If you ask any woman (or man) in Gush Etzion what is her/his favorite day of the week, s/he will tell you. It's the day s/he serves in the Pina Chama.
Everything that needs to be done for the Pina Chama is done by volunteers – almost 500 of them a month. And each one of us feels that it's our place. We are all a part of it, even our children. Whenever there's a school holiday, the mothers bring their kids, so they will learn what it is to do chesed and serve others, especially our precious soldiers who put their lives on the line each day for us.
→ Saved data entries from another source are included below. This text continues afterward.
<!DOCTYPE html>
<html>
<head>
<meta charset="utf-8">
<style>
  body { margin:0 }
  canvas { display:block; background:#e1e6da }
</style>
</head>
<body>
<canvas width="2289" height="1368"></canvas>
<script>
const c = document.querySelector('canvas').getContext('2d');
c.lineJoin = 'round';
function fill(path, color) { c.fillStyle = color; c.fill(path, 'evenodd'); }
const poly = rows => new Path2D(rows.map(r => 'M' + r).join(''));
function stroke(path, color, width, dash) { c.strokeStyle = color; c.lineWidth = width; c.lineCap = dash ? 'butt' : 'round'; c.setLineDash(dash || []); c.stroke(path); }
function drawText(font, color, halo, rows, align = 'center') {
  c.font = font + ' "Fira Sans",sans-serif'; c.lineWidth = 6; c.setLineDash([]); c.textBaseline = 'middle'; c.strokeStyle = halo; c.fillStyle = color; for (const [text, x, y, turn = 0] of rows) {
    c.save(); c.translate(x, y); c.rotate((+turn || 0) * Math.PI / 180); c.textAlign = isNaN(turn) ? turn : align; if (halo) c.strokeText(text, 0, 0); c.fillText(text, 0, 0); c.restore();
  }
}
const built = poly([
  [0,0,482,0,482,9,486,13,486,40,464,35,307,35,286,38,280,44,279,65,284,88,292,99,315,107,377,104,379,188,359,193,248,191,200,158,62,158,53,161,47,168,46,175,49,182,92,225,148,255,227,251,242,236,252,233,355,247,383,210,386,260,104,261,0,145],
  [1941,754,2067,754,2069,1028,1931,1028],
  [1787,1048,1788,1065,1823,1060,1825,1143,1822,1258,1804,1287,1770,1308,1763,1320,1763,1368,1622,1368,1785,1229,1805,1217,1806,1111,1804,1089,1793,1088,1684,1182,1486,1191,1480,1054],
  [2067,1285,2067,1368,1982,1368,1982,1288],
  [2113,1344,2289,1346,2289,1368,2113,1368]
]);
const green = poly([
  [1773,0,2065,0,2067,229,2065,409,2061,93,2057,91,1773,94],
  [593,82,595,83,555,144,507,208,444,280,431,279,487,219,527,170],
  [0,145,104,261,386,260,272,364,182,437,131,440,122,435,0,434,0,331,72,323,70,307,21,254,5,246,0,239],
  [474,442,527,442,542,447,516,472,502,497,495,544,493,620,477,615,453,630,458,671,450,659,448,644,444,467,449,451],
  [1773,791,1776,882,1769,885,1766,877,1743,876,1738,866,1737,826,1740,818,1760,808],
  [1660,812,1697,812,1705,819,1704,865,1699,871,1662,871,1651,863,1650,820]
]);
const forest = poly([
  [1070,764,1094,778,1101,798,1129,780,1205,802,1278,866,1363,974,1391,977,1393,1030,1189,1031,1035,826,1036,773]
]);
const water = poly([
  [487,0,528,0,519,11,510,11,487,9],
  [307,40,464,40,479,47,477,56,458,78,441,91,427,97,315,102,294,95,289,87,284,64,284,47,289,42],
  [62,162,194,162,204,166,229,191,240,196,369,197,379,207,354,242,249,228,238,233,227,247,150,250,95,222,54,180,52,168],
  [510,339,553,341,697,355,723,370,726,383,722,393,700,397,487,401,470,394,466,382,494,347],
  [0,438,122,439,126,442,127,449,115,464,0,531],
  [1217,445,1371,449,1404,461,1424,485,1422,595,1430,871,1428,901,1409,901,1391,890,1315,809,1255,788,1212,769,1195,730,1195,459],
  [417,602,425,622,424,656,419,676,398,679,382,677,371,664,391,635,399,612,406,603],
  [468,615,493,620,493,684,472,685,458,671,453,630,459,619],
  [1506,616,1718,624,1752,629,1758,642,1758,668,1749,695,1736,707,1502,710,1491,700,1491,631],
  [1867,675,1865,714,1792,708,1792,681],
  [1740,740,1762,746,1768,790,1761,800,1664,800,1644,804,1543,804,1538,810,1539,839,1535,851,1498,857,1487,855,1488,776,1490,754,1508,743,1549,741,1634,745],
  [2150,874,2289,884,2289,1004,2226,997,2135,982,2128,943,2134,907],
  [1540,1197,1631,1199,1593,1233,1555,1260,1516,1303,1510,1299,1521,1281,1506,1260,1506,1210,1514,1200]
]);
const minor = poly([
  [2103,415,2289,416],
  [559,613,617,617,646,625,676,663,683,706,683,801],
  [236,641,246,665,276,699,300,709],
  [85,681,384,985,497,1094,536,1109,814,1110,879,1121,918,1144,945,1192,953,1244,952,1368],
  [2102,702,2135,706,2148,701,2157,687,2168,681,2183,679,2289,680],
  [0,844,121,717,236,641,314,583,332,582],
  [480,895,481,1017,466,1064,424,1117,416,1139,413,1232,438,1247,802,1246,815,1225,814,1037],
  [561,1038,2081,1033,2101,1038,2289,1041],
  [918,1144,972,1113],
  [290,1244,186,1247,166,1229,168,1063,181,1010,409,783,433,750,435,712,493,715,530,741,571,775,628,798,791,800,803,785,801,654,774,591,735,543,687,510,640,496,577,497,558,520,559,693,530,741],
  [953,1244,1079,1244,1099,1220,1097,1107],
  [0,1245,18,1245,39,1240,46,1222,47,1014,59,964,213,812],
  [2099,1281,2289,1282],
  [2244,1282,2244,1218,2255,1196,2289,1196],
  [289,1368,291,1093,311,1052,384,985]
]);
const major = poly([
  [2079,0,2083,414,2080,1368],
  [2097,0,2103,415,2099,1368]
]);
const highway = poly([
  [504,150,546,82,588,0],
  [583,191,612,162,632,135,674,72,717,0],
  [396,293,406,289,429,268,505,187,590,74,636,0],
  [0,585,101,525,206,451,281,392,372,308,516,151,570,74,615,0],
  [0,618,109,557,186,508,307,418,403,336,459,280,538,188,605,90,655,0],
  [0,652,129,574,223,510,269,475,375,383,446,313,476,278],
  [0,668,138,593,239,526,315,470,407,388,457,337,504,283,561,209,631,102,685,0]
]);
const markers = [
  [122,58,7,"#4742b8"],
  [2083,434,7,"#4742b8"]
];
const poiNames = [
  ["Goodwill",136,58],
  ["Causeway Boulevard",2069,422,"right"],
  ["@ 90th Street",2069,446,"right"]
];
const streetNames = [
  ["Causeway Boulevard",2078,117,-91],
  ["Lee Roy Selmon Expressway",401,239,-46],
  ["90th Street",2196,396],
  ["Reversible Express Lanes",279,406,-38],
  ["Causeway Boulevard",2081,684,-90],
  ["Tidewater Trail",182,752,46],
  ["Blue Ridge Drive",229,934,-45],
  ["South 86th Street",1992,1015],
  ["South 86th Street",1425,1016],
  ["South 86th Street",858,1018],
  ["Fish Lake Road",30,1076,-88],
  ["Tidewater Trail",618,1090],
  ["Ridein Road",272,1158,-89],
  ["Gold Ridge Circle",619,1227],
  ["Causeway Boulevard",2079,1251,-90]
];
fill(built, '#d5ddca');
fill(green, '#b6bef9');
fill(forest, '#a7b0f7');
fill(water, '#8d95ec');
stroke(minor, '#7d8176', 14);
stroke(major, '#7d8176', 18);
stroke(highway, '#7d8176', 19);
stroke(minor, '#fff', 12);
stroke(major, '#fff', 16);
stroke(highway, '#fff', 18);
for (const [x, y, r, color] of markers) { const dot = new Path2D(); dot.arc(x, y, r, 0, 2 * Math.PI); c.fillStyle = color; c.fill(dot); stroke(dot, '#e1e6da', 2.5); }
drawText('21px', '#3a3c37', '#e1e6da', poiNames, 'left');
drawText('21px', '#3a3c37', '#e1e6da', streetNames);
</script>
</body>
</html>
We stand in the Pina Chama – ready with the coffee cups lined up, the spoon at attention in the sugar, and the cakes set out on a tray like a checkerboard – chocolate vanilla, chocolate vanilla. The chayalim come in jeeps or trucks or buses – two, five, 25 and we have to be ready. Coffee two sugars. Nescafe three sugars. Bots (Turkish coffee) three sugars. Recently I dished out so much sugar, I screamed, "Hasn't anyone here ever heard of diabetes."
I really have to update these figures, but the last time I checked, during the course of the week, the Pina Chama uses 12 kilos of sugar, 30 bags of milk, 10 cans of instant coffee, 10 cans of Turkish coffee, 3,000 hot cups, 3,000 cold cups and six giant tubs of soup.
From the depths of the loss of two special souls – Dr. Shmuel Gillis and Tzachi Sasson, Hy'd – the residents of Gush Etzion have nurtured a project that has done more good than we can even imagine – the Pina Chama for our soldiers.